El humor ha sido siempre un elemento de crítica social a la vez que una válvula de escape para las tensiones del ser humano. Siempre presente en la literatura, ha fustigado los vicios de la sociedad y molestado a los arquetipos literarios que ha caricaturizado.

Siempre presente en los grupos de amigos, el chiste, de mayor o menor capacidad crítica, de mayor o menor sensibilidad, nos ha hecho llenar tediosas tardes y ha alegrado la reunión de amigos. Nadie ni nada escapaba a la mordacidad del chiste, que se ocupaba de razas (ahora sería xenofobia), de la homosexualidad (ahora sería homofobia), de enfermos mentales, amas de casa, nacionalidades, militares, curas, sexualidad… ocupaban mis tediosas tardes con la gente de mi pandilla en los tiempos del franquismo, elemento este que también aparecía constantemente, pero en voz baja.

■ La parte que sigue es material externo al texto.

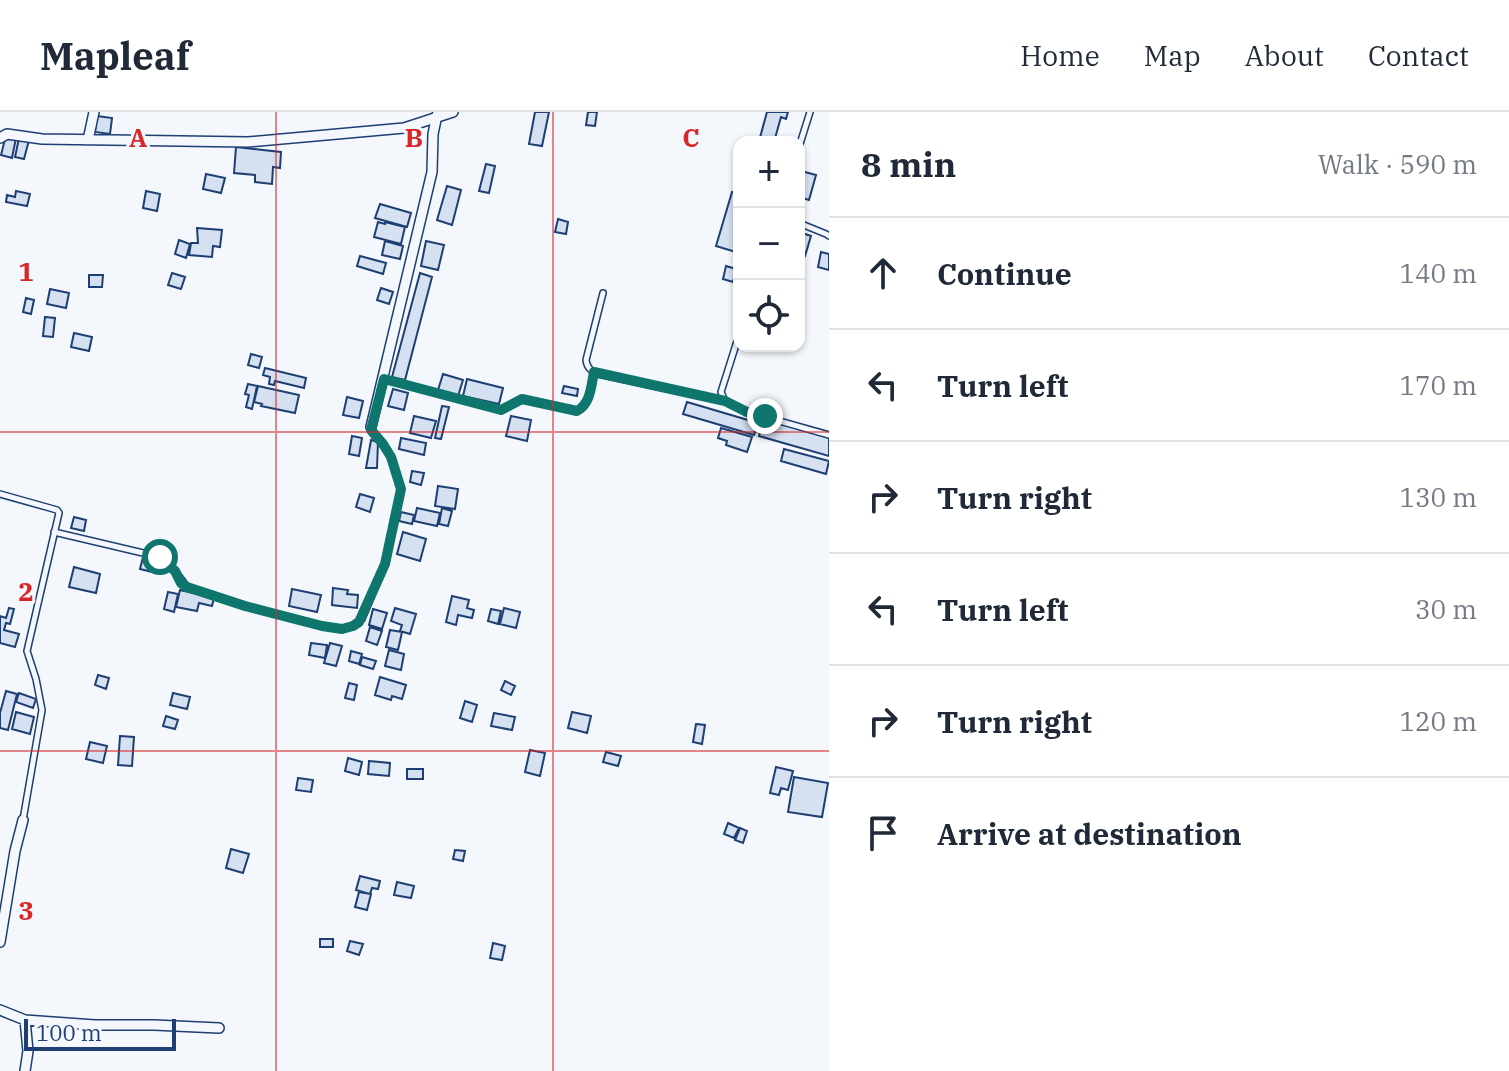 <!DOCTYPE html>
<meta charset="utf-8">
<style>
body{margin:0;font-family:"IBM Plex Serif",serif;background:#f6f6f7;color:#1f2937}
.controls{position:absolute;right:24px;top:24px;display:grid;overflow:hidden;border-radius:16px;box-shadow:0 2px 6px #0004}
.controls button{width:72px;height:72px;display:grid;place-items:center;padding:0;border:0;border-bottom:2px solid #e0e1e3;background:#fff;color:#1f2937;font:40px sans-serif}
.scale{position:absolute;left:24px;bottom:20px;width:152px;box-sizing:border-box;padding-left:8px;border:4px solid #1d3f73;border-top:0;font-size:22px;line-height:28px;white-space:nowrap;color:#1d3f73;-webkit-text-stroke:6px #f4f7fb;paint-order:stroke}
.stop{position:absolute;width:24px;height:24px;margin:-18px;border:6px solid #0f766e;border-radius:50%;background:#fff}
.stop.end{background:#0f766e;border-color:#fff;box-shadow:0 2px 8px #0008}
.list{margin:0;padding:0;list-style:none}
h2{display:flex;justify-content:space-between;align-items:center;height:104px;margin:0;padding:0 32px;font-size:34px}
h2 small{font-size:26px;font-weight:400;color:#747a83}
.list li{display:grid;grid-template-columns:52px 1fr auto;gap:24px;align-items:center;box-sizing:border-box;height:112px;padding:0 32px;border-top:2px solid #e0e1e3}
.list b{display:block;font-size:30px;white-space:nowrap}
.list em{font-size:26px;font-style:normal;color:#747a83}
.icon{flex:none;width:44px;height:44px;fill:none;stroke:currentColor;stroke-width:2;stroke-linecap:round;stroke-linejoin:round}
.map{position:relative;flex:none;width:829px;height:959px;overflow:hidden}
header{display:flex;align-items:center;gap:48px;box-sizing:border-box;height:112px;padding:0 40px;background:#fff;border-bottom:2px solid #e0e1e3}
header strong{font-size:38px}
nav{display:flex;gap:44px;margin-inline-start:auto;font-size:28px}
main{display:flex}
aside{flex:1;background:#fff}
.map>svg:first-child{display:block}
</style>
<header>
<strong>Mapleaf</strong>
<nav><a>Home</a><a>Map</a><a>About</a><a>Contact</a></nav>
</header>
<main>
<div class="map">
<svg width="829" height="959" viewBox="0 0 829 959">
<rect width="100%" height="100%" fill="#f4f7fb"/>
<path fill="#d5e0f0" stroke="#1d3f73" stroke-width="2" d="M535,0H549L542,34L529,32Z
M588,0H597L595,14L586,13Z
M767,0H788L786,7L781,5L774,30L759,29Z
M97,4L112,6L110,22L95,20Z
M6,23L16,26L12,46L1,43Z
M19,26L29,28L24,47L15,45Z
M236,35L281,40L280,56L273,55L272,72L255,70V63L234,61Z
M486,52L495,54L489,81L479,79Z
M801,59L816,63L809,88L799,85Z
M206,62L225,66L221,81L203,77Z
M447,74L461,78L452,113L437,108Z
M16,79L30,82L27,94L6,90L7,83L15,85Z
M146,79L160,82L157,99L143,96Z
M732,80L739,82V141L716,134Z
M380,92L411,101L407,115L375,106Z
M558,107L568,110L566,122L555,120Z
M378,110L385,112V110L405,115L401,132L374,125Z
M197,116L222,118L220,135L213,134L212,145L189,143L191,131H198Z
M799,120L811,124L805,144L799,142Z
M179,128L190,132L186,146L175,142Z
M385,129L403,134L400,147L382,143Z
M426,129L444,133L438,158L421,154Z
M821,140L829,142V158L818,155Z
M360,144L386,151L383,162L357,154Z
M726,154L736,157L733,170L723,167Z
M172,161L185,165L181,177L168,173Z
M420,161L432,165L405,268L392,265Z
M89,163H103L102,175H89Z
M381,176L393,180L389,192L377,188Z
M50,177L69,181L66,196L47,192Z
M26,186L34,188L31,202L23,200Z
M45,205L55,206L53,225L43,224Z
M74,221L92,225L89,239L71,235Z
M251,242L262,245L259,256L248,253Z
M265,256L306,266L304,276L275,269L274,273L269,272L270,265L263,263Z
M443,262L463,268L458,284L438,278Z
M467,267L503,276L499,292L463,284Z
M248,272L257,274L252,297L246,295L249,283L245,282Z
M258,274L299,283L295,301L261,294L262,292L254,290Z
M564,274L578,277L577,284L562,281Z
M393,277L408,281L404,298L388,294Z
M347,285L363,289L359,306L343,303Z
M687,290L758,311L754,323L683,302Z
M442,294L449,295L441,327L435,326Z
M414,304L436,309L431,326L410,321Z
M511,304L531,308L527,329L506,324Z
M764,307L829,326V344L759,324Z
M721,316L752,325L747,340L726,333L727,329L718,326Z
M352,324L362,326L359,344L349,342Z
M401,326L426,331L424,343L399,337Z
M371,328L378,330L377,356H366Z
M784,337L829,349L826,362L781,349Z
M412,359L424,361L421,373L410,370Z
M438,374L458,377L455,397L435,394Z
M360,382L374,386L370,400L356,395Z
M417,396L440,401L437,414L414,409Z
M442,396L452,399L448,414L439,412Z
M401,400L414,403L412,412L399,409Z
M74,405L86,408L84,419L71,416Z
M403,420L426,427L420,449L397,442Z
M143,445L159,448L156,461L140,457Z
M74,455L100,462L96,481L69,475Z
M333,476L348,478L347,482L358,483L357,496L332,493Z
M292,477L321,483L317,500L289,494Z
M180,478L214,486L212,494L199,491L197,499L176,495Z
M168,480L178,482L174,500L164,497Z
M452,484L469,488L467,496L474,498L472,506L458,503L456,513L446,510Z
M9,496L14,497L10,512L6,511L4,518L19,522L15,535L0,531V504L6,506Z
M395,496L416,502L410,522L400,519L402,513L391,509Z
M504,496L520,500L516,516L500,512Z
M373,497L387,501L382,517L369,513Z
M491,497L501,499L498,512L488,509Z
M370,515L382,519L377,533L366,529Z
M390,518L402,520L398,538L386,535Z
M311,531L327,533L325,546L309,543Z
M330,531L342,534L336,554L324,551Z
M389,538L404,542L401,558L385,554Z
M351,539L362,542L359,552L349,549Z
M362,545L376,549L373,557L360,553Z
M98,563L109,566L106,577L95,573Z
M380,565L406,573L402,587L392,584L391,588L375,583Z
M505,569L515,574L511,583L501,578Z
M349,571L357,573L354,588L345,586Z
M6,579L17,582L8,618L0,616V601Z
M19,581L36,587L33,596L16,590Z
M173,581L190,585L187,597L170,593Z
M465,589L477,593L472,610L460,606Z
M16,600L34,605L30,622L12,617Z
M572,600L591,604L587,621L568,616Z
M494,601L515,605L512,618L491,614Z
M166,604L178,608L175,617L163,614Z
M696,612L705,613L702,632L693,630Z
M120,624L134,625L132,654L118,653Z
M90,630L107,634L103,651L86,647Z
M530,638L545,641L540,664L525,660Z
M606,640L621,644L618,654L603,650Z
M348,646L362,650L359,663L345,659Z
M369,649L390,651L389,664L368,662Z
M776,655L793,659L788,678L781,676L779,683L770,681Z
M407,657H423V667H407Z
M794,665L828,671L822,705L788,700Z
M298,666L313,668L311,680L296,678Z
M728,711L739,716L734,726L724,722Z
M740,716L747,719L743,731L735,728Z
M231,737L249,742L243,761L226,756Z
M455,738L465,739L463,749L453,747Z
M360,764L380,769L378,777L372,776L370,782L356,778Z
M397,770L414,774L411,786L394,783Z
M359,780L371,782L367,798L355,795Z
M320,827H333V835H320Z
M350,829L363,832L359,843L347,839Z
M493,831L505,834L502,848L490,846Z"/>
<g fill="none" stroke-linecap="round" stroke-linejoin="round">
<defs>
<path id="lane" d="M799,35L810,0
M799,111L826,122L829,124
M603,181L586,248C587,256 591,259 598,262L725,289
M739,223L721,280L725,289L747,300L829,323
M384,267L501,298L522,287L577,299C591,291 591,274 594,260
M0,382L57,398L59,401L27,539L36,567L42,598L23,708
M54,420L160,445L175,459L187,475L245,494L322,514L342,517L353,514L362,507L385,452L401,377L391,345L383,332L373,322L371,316"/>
<path id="street" d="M0,26L7,22L42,27L248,30L404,16L453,0
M88,28L94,0
M371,315L432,60L433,22L437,3
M0,830L15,739L23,708
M0,898L25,908L95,913H154L219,916
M25,959L28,939L25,908"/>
</defs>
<use href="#lane" stroke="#1d3f73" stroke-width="8"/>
<use href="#street" stroke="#1d3f73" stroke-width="12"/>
<use href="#lane" stroke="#f4f7fb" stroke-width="5"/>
<use href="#street" stroke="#f4f7fb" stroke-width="9"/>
</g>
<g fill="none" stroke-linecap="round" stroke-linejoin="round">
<path stroke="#0f766e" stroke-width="10" d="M160,445L175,459L181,471L187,475L245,494L322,514L342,517L353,514L359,510L385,452L401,377L391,345L383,332L371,318L384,267L501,298L522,287L577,299C591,291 591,274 594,260L725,289L747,300L765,304"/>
</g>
<path fill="none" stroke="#d62828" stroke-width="2" stroke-opacity="0.55" d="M276,0V959M553,0V959M0,320H829M0,639H829"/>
<g font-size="26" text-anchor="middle" font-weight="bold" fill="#d62828" stroke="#f4f7fb" stroke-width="6" stroke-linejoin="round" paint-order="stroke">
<text x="138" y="35">A</text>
<text x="414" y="35">B</text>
<text x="691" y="35">C</text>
<text x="26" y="169">1</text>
<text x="26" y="489">2</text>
<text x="26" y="808">3</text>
</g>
</svg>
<div class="controls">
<button>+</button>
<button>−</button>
<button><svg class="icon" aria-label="locate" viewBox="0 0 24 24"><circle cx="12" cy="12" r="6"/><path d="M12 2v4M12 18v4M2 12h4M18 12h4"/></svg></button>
</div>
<div class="scale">100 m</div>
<div class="stop" style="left:160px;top:445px"></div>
<div class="stop end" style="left:765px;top:304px"></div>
</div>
<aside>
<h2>8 min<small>Walk · 590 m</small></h2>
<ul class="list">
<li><svg class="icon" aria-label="ahead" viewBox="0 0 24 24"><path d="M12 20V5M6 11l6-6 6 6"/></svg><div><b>Continue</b></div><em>140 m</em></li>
<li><svg class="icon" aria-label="left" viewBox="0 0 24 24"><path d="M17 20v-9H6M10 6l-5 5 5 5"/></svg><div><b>Turn left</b></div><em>170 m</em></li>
<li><svg class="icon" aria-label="right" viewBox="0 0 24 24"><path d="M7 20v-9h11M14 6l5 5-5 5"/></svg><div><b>Turn right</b></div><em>130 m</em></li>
<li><svg class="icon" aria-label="left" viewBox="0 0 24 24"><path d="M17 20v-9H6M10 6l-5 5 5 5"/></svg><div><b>Turn left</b></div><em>30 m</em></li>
<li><svg class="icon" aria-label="right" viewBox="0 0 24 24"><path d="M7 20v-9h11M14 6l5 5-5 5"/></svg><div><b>Turn right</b></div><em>120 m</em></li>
<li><svg class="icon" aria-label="arrive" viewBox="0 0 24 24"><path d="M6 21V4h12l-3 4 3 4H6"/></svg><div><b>Arrive at destination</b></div></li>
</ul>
</aside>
</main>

        Pero eso era antes. Ahora el humor, la sátira, la burla se han convertido en un peligro. Basta que se centre en algún grupo o idea para que salga un purista, un guardián de esencias eternas y te increpe: “Eres un radical / machista / homófobo / racista / laicista…”, “Ese chiste hiere mis sentimientos religiosos / patrióticos / identitarios / nacionalistas, políticos…”.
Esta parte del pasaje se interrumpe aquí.